··· Recorded information
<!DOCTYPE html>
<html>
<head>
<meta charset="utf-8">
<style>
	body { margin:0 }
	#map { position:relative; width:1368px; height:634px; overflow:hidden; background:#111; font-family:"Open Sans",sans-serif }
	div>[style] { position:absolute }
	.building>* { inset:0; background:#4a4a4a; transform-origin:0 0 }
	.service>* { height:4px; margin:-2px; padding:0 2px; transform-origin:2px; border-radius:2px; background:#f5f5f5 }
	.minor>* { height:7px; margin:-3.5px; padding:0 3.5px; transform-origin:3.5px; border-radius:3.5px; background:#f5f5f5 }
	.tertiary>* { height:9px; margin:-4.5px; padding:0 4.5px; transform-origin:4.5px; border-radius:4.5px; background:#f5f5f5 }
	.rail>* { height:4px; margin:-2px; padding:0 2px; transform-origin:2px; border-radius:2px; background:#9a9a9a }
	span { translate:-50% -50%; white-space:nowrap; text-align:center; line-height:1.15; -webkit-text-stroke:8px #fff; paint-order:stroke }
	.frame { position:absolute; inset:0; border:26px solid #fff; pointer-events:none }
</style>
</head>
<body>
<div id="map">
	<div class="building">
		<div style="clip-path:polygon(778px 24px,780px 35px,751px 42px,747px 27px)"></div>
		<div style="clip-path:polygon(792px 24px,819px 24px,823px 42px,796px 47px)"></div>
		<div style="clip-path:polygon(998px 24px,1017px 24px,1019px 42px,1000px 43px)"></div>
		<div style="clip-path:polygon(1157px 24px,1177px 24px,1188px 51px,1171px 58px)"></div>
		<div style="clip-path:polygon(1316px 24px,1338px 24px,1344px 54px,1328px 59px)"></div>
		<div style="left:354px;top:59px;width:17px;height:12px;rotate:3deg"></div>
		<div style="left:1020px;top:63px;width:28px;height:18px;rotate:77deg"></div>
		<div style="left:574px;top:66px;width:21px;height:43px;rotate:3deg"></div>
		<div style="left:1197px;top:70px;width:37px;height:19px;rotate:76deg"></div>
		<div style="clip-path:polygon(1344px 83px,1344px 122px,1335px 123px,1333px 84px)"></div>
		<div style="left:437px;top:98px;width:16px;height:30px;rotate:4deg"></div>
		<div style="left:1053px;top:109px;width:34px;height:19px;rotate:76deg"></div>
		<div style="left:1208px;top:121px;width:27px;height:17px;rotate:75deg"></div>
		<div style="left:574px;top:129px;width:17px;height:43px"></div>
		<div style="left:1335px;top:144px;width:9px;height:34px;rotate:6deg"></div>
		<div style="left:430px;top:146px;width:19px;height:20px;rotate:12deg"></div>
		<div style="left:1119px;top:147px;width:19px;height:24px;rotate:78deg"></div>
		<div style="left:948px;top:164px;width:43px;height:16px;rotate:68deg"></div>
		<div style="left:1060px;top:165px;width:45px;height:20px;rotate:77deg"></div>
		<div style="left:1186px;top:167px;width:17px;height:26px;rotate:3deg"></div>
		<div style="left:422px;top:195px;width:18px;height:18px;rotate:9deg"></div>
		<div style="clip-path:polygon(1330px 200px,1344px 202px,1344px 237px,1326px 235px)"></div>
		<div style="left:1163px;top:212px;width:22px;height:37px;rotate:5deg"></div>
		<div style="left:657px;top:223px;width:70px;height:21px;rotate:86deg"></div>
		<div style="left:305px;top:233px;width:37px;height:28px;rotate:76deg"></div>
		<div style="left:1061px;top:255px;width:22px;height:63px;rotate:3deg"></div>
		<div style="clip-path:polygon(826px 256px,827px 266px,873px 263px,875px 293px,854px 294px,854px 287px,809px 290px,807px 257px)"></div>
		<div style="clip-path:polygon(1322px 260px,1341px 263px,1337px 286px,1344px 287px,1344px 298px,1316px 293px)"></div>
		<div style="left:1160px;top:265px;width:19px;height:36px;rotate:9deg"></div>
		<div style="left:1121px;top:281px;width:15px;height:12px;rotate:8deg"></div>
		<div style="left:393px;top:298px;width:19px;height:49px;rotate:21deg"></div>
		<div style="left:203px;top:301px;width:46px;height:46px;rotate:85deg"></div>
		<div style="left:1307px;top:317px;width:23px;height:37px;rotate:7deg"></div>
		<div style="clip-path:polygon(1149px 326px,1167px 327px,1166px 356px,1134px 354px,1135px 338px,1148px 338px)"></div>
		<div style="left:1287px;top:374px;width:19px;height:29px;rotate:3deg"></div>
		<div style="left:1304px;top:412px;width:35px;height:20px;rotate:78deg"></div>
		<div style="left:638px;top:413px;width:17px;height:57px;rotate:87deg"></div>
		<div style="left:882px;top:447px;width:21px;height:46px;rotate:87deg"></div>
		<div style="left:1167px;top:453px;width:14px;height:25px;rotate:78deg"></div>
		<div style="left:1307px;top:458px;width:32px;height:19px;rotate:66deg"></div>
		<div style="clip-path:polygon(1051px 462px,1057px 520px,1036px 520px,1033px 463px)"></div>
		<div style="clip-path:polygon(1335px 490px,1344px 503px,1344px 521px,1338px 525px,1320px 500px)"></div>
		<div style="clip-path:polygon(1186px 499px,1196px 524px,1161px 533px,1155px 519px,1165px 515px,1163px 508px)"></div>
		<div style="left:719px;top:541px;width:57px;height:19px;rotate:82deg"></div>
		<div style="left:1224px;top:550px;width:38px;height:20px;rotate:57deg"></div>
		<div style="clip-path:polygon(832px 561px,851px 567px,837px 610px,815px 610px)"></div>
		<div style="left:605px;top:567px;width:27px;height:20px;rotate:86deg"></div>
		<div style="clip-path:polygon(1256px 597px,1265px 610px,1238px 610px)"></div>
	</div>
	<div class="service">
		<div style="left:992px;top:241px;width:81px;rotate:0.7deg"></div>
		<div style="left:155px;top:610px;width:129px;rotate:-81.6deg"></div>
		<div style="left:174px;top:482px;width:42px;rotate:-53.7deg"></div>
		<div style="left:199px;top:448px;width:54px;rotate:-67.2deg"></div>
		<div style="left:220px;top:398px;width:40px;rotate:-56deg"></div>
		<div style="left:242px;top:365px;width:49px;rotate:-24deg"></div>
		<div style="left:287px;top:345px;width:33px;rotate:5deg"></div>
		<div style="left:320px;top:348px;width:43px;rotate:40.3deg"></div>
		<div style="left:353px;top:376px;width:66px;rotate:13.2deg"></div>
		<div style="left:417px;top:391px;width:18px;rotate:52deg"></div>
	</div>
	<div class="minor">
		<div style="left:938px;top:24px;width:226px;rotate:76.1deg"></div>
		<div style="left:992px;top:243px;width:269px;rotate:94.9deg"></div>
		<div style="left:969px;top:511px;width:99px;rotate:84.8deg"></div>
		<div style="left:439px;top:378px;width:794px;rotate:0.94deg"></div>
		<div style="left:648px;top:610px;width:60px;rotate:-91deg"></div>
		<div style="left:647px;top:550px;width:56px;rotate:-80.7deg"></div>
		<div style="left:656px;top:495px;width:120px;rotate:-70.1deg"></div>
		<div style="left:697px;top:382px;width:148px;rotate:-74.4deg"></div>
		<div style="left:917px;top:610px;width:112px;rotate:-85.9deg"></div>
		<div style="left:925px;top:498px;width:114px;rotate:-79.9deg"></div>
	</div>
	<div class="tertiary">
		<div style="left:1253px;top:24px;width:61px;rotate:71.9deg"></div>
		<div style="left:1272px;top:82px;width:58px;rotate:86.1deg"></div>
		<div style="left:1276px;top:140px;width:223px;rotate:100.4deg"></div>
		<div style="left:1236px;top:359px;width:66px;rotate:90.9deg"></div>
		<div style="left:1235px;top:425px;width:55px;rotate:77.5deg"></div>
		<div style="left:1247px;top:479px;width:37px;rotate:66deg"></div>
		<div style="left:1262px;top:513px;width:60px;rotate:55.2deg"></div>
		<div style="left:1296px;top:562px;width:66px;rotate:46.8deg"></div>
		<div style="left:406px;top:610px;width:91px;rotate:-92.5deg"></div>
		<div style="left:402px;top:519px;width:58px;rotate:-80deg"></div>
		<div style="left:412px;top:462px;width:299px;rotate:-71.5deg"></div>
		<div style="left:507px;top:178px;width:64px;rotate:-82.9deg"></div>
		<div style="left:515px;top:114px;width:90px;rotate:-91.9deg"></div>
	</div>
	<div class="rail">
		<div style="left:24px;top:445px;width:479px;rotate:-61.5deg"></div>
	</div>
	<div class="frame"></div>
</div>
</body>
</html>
······
Task to carry out » If a line falls between the first line of the data above and the line holding "position:relative; width:1368px; height:634px;", inclusive, retype it exactly; retype no other line.

Response to the exercise »
<!DOCTYPE html>
<html>
<head>
<meta charset="utf-8">
<style>
	body { margin:0 }
	#map { position:relative; width:1368px; height:634px; overflow:hidden; background:#111; font-family:"Open Sans",sans-serif }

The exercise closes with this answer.